UI Information Technology Services officials are weighing the pros and cons of outsourcing the school’s e-mail system, and input from students could help them in the decision-making process.
The university’s current system, Microsoft Exchange, is controlled by ITS officials on campus and provides undergrads with 50 megabytes of mailbox room. If students want more space, they can request up to 400 megabytes through ITS.
Tracy Scott, the ITS manager of user support and education for ITS, said the department is considering outsourcing to Microsoft Outlook Live, which would provide students with up to 10 gigabytes of mailbox room — more than 200 times as much storage space. The move would also save the UI money because under Microsoft Exchange, the university must pay for its own server.
“If we outsource with Microsoft or Google, it would provide the server at its cost,” Scott said.
Scott said the university plans to start a pilot program by the end of this year.
Despite certain advantages of outsourcing, possible disadvantages linger.
Romy Bolton, project manager for ITS, said students may not have the same security with an outsourced system that they get with the current one.
“If a message needs to be restricted, will they protect it?” she asked. “And what happens if someone deletes a file, and needs it back? We can do that here, but we don’t know whether they will be able to.”
Scott said when messages are delivered or deleted within an outsource service such as Google’s Gmail, the company can own that content in some cases, which could be a disadvantage to students wanting to keep their e-mails private.
“When you want to permanently delete something and it gets sent up into the cloud, how do you know it’s really gone?” he asked.

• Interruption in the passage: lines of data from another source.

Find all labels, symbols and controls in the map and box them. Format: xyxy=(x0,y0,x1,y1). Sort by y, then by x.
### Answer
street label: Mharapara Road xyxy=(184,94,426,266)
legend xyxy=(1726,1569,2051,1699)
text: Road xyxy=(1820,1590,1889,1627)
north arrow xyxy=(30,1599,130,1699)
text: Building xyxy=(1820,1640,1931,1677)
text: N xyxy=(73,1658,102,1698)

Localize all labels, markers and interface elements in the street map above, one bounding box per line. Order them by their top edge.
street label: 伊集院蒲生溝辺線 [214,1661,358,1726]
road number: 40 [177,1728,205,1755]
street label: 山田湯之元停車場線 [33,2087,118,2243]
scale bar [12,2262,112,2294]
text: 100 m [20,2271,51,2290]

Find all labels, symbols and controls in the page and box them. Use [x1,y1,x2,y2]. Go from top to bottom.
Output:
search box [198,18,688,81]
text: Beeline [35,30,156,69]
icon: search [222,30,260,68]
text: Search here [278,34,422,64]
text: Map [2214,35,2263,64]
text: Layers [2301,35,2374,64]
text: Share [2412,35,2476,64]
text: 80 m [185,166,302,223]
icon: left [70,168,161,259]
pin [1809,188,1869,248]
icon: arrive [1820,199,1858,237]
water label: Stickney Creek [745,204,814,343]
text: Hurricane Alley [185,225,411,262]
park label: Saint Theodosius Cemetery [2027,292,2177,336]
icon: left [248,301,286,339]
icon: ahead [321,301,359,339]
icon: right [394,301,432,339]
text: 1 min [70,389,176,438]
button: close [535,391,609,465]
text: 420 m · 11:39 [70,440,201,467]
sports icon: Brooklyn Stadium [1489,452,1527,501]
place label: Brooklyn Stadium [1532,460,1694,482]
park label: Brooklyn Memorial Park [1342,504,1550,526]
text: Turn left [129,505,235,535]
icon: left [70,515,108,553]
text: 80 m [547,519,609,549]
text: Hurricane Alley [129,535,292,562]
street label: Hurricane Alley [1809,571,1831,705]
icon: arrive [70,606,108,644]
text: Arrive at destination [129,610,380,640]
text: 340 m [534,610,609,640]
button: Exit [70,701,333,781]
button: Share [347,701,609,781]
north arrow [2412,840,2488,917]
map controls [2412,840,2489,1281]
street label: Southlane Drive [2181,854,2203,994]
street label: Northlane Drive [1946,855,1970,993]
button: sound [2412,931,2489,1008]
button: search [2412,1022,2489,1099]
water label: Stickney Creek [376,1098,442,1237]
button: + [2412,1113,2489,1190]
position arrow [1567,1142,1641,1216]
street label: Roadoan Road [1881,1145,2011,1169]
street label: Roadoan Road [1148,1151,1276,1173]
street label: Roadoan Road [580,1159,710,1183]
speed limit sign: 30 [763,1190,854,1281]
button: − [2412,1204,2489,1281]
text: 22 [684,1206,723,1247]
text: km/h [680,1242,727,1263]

UI freshman Allison Steffen said she would be willing to take a chance on a new system if it meant more mailbox room.
“I get tons of campus e-mails, and my mailbox fills up fast, so I’ll have to keep checking it to see if there’s one I want to save,” she said. “The system will [automatically] delete them if your box is full, so I have to constantly check it to make sure I have the ones I want.”
Under pressure from student government leaders, Iowa State University officials started outsourcing at the beginning of this semester.
ISU set up incoming freshmen with G-mail accounts and offered the rest of the students the option to transition to Gmail from the homegrown webmail system. Since implementation of the new system, 6,638 students have transferred, said Angela Bradley, the director of Systems Operations Networks and Communication for ISU’s ITS.
Bradley said the new system has not caused any trouble with misplaced mail, but did have an outage problem.
“I know Google experienced a problem with mail going to the wrong boxes, but we didn’t have that,” she said. “During the first week of school, we had an outage, and there was about a two-hour window where students weren’t receiving e-mails.”
Scott said this has not been a problem for the UI using the Microsoft Exchange system.
“The system we have now has had very few instances of outages,” he said. “Today, thirty minutes without e-mail is an eternity.”